Nas próximas linhas você vai encontrar a história de um filme, um vídeo, um vídeo-pesquisa, um “vídeo-contação”. Uma narrativa audiovisual inspirada na minha Tese de Doutorado em Educação “Digital Storytelling: uma experiência de pesquisa-formação na cibercultura”, orientada pela Profa. Edméa Santos e defendida em 5 de fevereiro do 2018 no Proped/UERJ. Uma tese que fala sobre histórias que formam e nos formam, histórias de vida e formação na cibercultura.
Suas páginas converteram-se em nosso grupo de constelações, como antigos marinheiros, que olhavam o céu estrelado buscando os rumos na imensidão do oceano. Assim, para nós, a tese foi uma estrela que deu luz e possibilidades de rotas nesse mar intenso da linguagem audiovisual.

Ao longo dos três anos de doutorado, me instigou saber qual é a potência de contar histórias digitais na formação dos professores. A pesquisa partiu do entendimento de que não estudamos teorias para ir ao campo e encaixar a prática em conceitos e categorias pré-estabelecidas; pelo contrário, a própria práxis conteve na sua trama momentos que foram me levando à busca de entendimentos que, simultaneamente, provocaram novas buscas e dilemas.

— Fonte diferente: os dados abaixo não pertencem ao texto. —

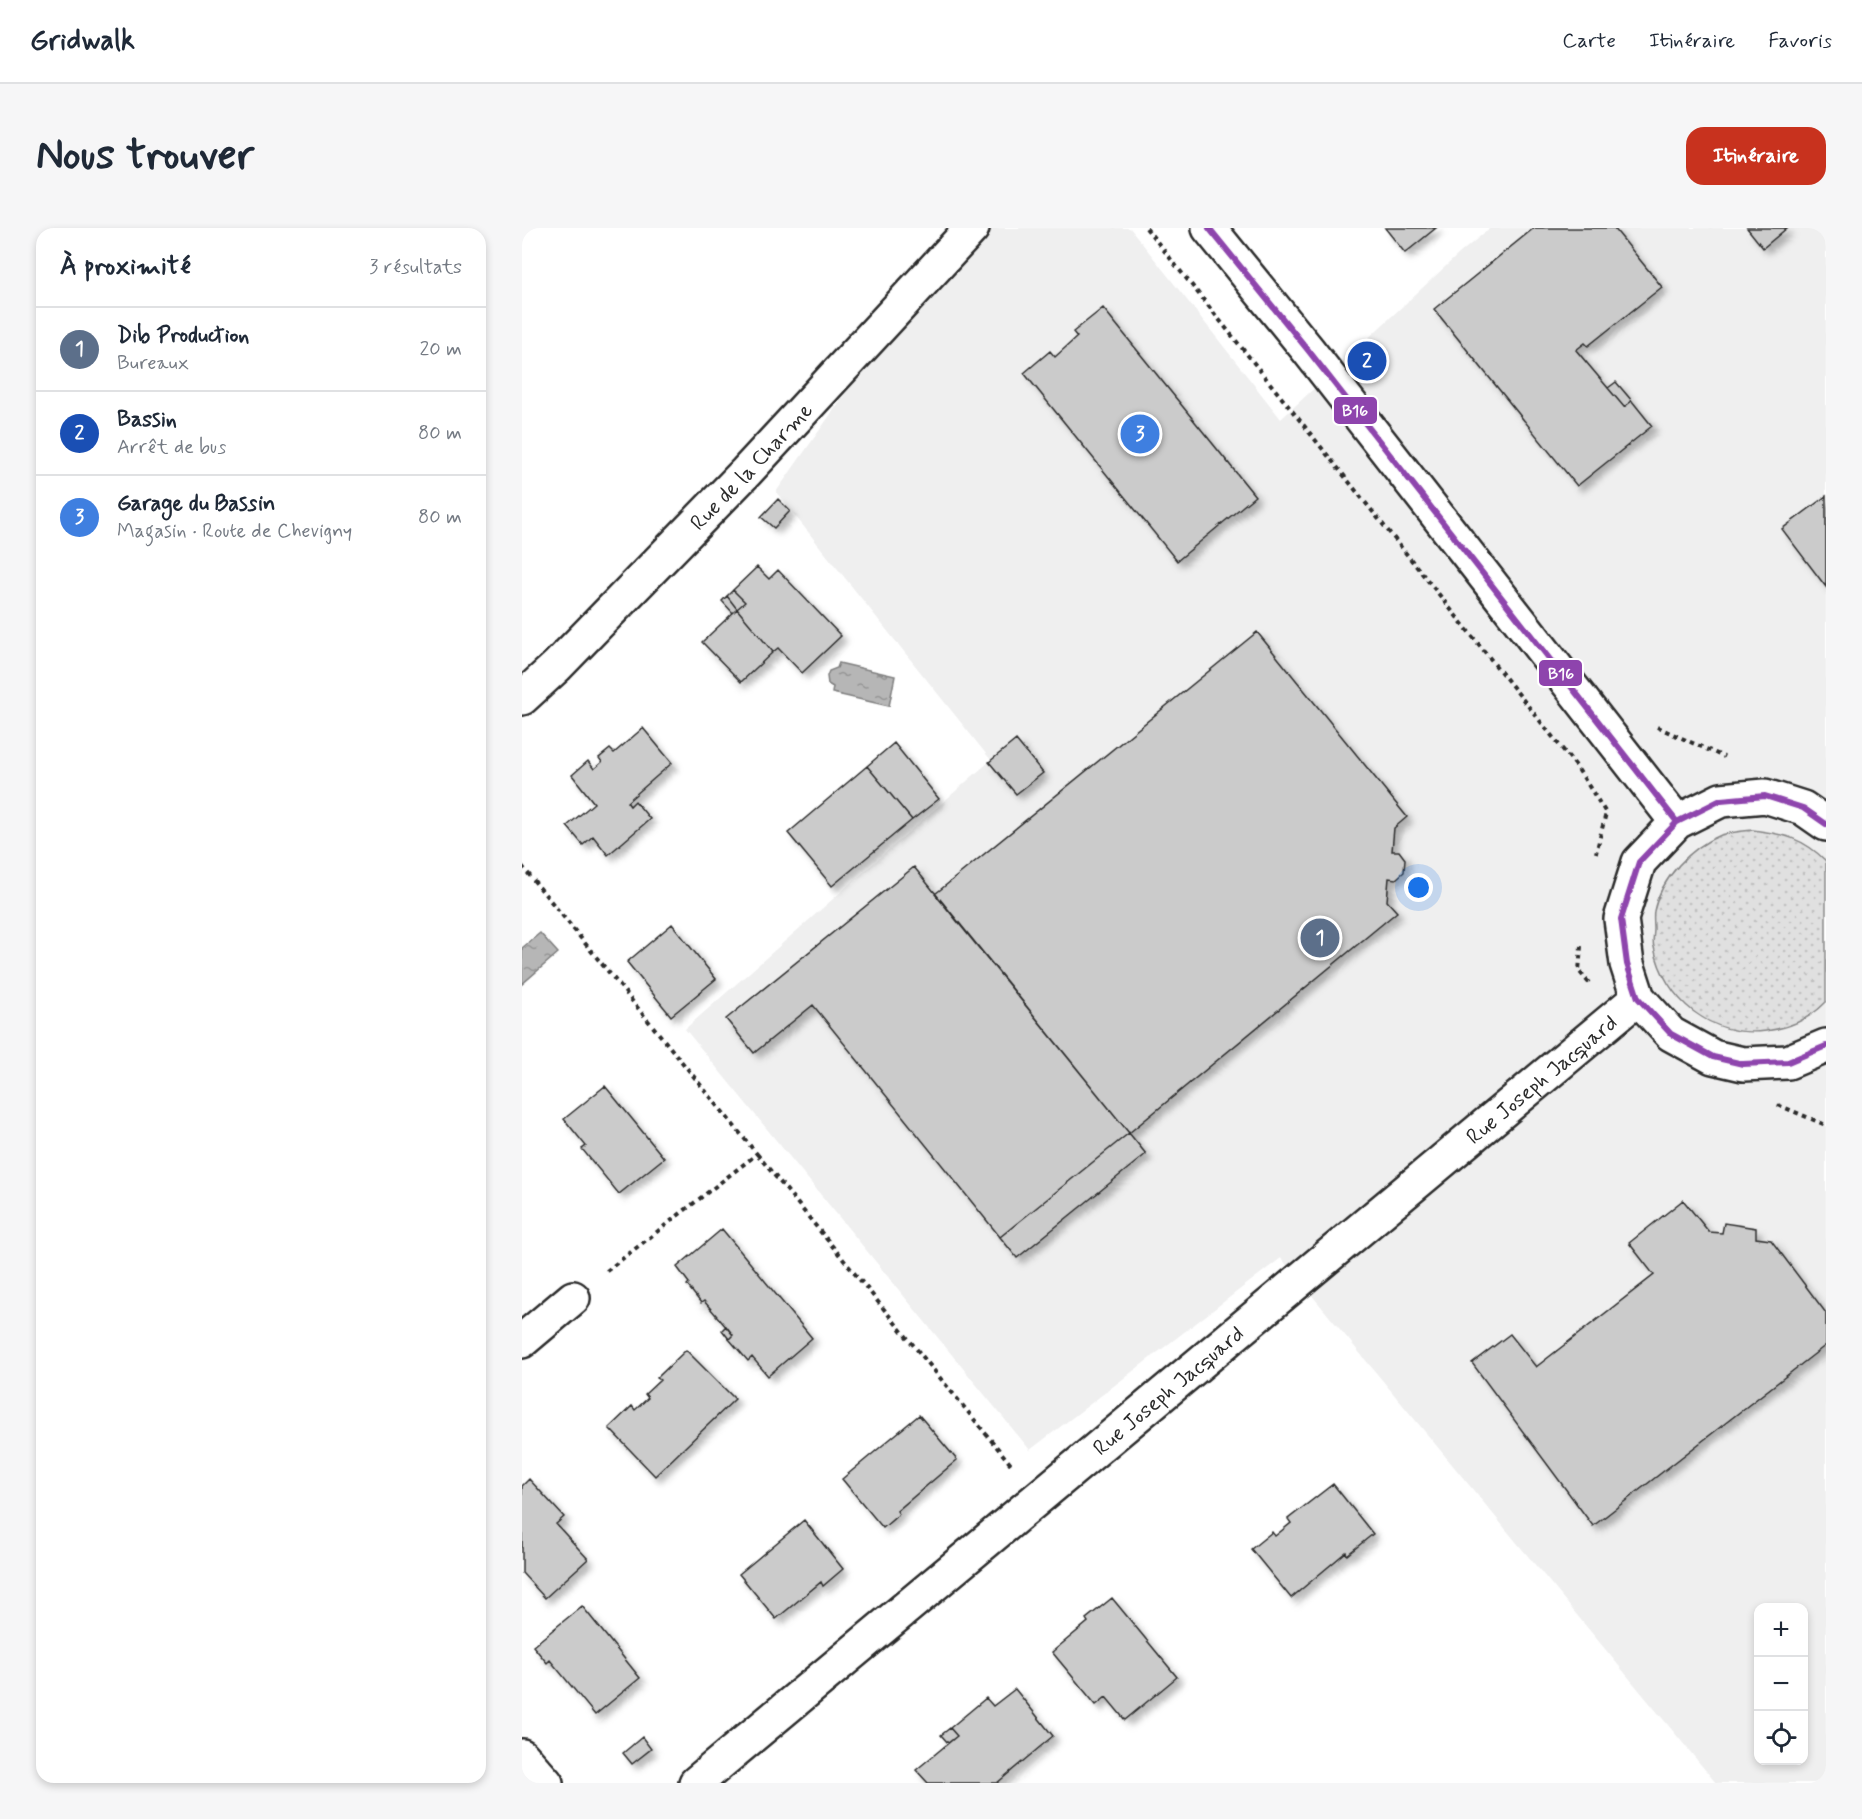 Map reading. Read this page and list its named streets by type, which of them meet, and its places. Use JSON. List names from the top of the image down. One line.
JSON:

Na práticateoriaprática, como aprendi com Nilda Alves nos estudos cotidianistas, ao longo desses anos de doutorado transitado, mergulhei com todos os sentidos no objeto de estudo, a Digital Storytelling na formação de professores, e vivenciei experiências profundas na própria arte de contação de histórias. Tive a possibilidade de atuar, como professora-doutoranda junto com a profa. Edméa Santos, por dois semestres na disciplina “Tecnologias e Educação” no curso de Pedagogia na UERJ, e foi ali que tive meu primeiro contato com a pesquisa-formação na cibercultura. Nesses encontros formativos foi que criamos os diversos atos de currículo/dispositivos inspirados na Storytelling: o Visual Storytelling para o trabalho com memória escolar; o Digital Storytelling em formato de vídeo para narrar como a tecnologia digital chegou na vida dos praticantes e o Blog como memorial hipertextual. As histórias dos leitores contemporâneos, entre outras, foram as práticas que fizeram emergir autorias que consideramos “invenções digitais de si”.

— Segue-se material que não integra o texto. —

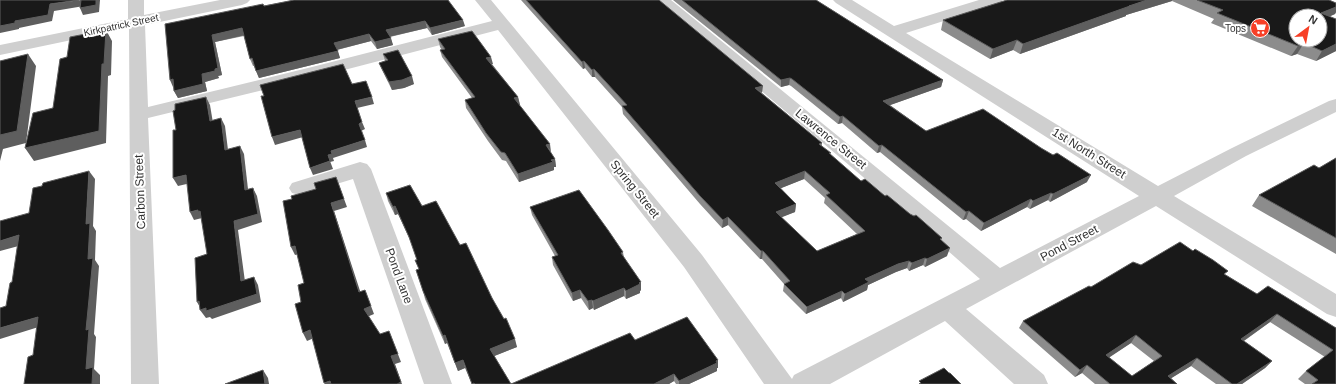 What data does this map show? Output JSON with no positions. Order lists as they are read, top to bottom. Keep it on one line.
{"streets":{"street":["Kirkpatrick Street","Lawrence Street","1st North Street","Spring Street","Carbon Street","Pond Street","Pond Lane"]},"crossings":[["Kirkpatrick Street","Carbon Street"],["Lawrence Street","Pond Street"],["1st North Street","Pond Street"]],"places":{"supermarket":["Tops"]},"north":"top right"}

Enfrentei o grande desafio de passar da experiência vivida à experiência narrada, criando caminhos possíveis de compreensão, um deles materializado neste vídeo. Na medida que avançava na escrita da tese sentia uma forte necessidade de escrever “para além” da escrita tradicional. O fato de estudar o digital, o audiovisual e a hipermídia me fazia pensar diariamente nas formas como transmitimos e divulgamos o conhecimento que adquirimos nas diversas formações que atravessamos.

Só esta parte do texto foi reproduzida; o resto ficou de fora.